I’m trying to use PyMuPDF4LLM to generate Markdown.
The document I’m testing with has a TOC and has multiple font sizes ([4.0, 8.0, 10.0, 11.0, 12.0, 14.0, 18.0, 20.0])
The issue is that if I use pymupdf4llm.to_markdown(doc, header=False, footer=False)I end up with the document title from the cover page (20 pt) as H1, and all other “larger” font text as H2. It turns 20, 18, 14, and 12 into H2, when the document TOC is 3 layers deep.
I realize that by default it uses “Layout” detection for headers, but I don’t understand why it’s not using 20 pt as H1, 18 as H2, and 14 as H3. That would be a huge improvement over the current output for this document.

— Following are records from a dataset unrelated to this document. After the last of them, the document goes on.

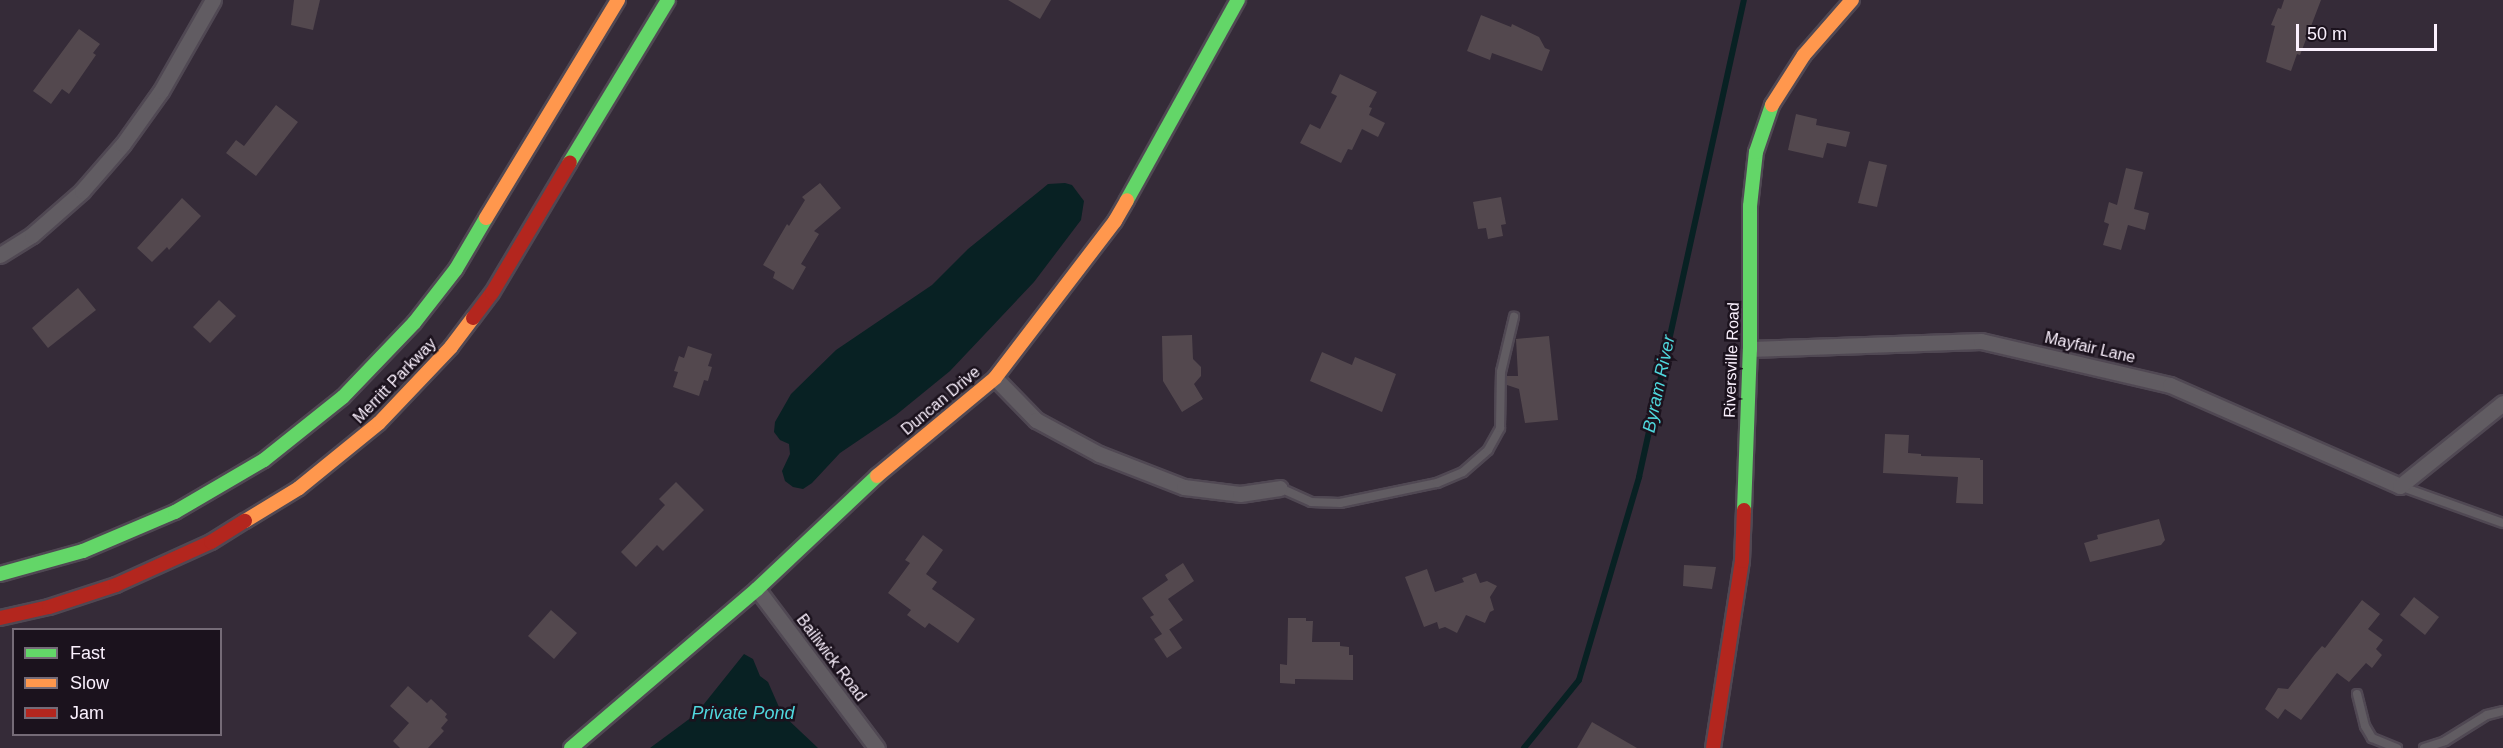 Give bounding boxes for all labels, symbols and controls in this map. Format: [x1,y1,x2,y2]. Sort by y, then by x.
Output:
scale bar [2299,12,2440,50]
text: 50 m [2307,24,2347,44]
street label: Riversville Road [1720,302,1744,418]
street label: Mayfair Lane [2043,328,2137,368]
water label: Byram River [1638,333,1680,435]
street label: Merritt Parkway [349,334,441,428]
street label: Duncan Drive [898,362,984,440]
street label: Bailiwick Road [792,611,870,705]
legend [12,628,222,736]
text: Fast [70,643,105,663]
text: Slow [70,673,109,693]
water label: Private Pond [691,702,795,724]
text: Jam [70,703,104,723]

I’ve done a bunch of work to sanitize my PDF before passing to PyMuPDF4LLM to try and improve detection: I’ve stripped empty spans and merged adjacent spans with the same font properties.
How can I get PyMuPDF4LLM to properly generate Header Levels? Right now, this processing makes the output very sub-optimal and I’m not finding many levers I can pull to hint what should be headers and what should not be.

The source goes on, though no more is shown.